Pursuant to the Purchase Agreement, at the closing of the sale transaction, the Company will receive from the Buyer aggregate consideration of approximately $110 million in cash, which will be subject to certain post-closing purchase price adjustments. The transaction is subject to regulatory approval and the satisfaction of customary closing conditions, and is expected to close in March 2013.
The Purchase Agreement contains customary seller representations, warranties, and covenants. In addition, the Company has agreed to indemnify the Buyer for claims resulting from the Companys breach of its representations, warranties, or covenants, provided that the claims with respect to breaches of representations and warranties exceed agreed upon threshold and deductible amounts, and subject in most cases to agreed upon caps.
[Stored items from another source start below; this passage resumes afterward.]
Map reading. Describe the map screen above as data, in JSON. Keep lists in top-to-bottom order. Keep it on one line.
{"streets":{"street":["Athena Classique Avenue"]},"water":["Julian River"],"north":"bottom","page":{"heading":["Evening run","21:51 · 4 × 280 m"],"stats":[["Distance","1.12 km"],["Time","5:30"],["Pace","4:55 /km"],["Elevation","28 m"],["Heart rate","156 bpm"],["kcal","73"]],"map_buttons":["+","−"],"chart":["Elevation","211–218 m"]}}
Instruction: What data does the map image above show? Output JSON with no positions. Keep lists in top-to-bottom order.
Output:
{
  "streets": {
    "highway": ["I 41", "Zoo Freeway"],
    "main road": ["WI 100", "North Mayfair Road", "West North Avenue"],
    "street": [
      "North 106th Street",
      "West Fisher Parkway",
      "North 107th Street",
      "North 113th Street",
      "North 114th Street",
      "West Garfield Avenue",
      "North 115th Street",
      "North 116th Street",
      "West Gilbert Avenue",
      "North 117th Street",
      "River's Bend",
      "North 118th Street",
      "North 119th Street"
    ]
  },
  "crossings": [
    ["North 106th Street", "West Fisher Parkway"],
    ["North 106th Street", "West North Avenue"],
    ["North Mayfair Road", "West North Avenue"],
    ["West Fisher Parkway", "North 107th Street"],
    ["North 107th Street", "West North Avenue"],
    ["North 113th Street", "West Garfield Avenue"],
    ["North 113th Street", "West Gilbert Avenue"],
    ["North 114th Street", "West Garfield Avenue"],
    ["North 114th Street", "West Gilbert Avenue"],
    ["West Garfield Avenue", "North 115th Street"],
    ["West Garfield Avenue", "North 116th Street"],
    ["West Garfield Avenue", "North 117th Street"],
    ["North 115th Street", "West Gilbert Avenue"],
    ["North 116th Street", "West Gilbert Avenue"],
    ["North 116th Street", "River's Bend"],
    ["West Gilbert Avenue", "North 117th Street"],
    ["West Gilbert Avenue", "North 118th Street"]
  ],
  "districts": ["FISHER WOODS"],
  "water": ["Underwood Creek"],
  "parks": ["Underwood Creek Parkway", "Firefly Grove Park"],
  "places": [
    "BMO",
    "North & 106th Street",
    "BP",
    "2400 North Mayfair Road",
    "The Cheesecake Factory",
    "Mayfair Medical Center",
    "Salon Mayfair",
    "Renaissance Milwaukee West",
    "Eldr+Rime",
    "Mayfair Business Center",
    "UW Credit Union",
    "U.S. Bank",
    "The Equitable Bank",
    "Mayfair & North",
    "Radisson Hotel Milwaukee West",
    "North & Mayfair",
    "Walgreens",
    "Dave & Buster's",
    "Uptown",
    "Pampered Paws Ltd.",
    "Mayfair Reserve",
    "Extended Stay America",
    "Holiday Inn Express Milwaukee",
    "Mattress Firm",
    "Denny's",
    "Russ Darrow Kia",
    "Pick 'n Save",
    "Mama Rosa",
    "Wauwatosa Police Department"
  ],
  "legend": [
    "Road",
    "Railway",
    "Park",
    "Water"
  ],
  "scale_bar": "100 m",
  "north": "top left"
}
Pursuant to the Purchase Agreement, the Companys Chinese and Polish subsidiaries will transfer specified employees performing services for Angel and certain associated equipment to subsidiaries of the Buyer. The Company has also agreed to provide (or cause to be provided) certain transition services to Angel for various specified time periods after the closing of the transaction. In addition, the Company and Angel have agreed to grant each other licenses to use certain intellectual property of the other after the closing of the transaction.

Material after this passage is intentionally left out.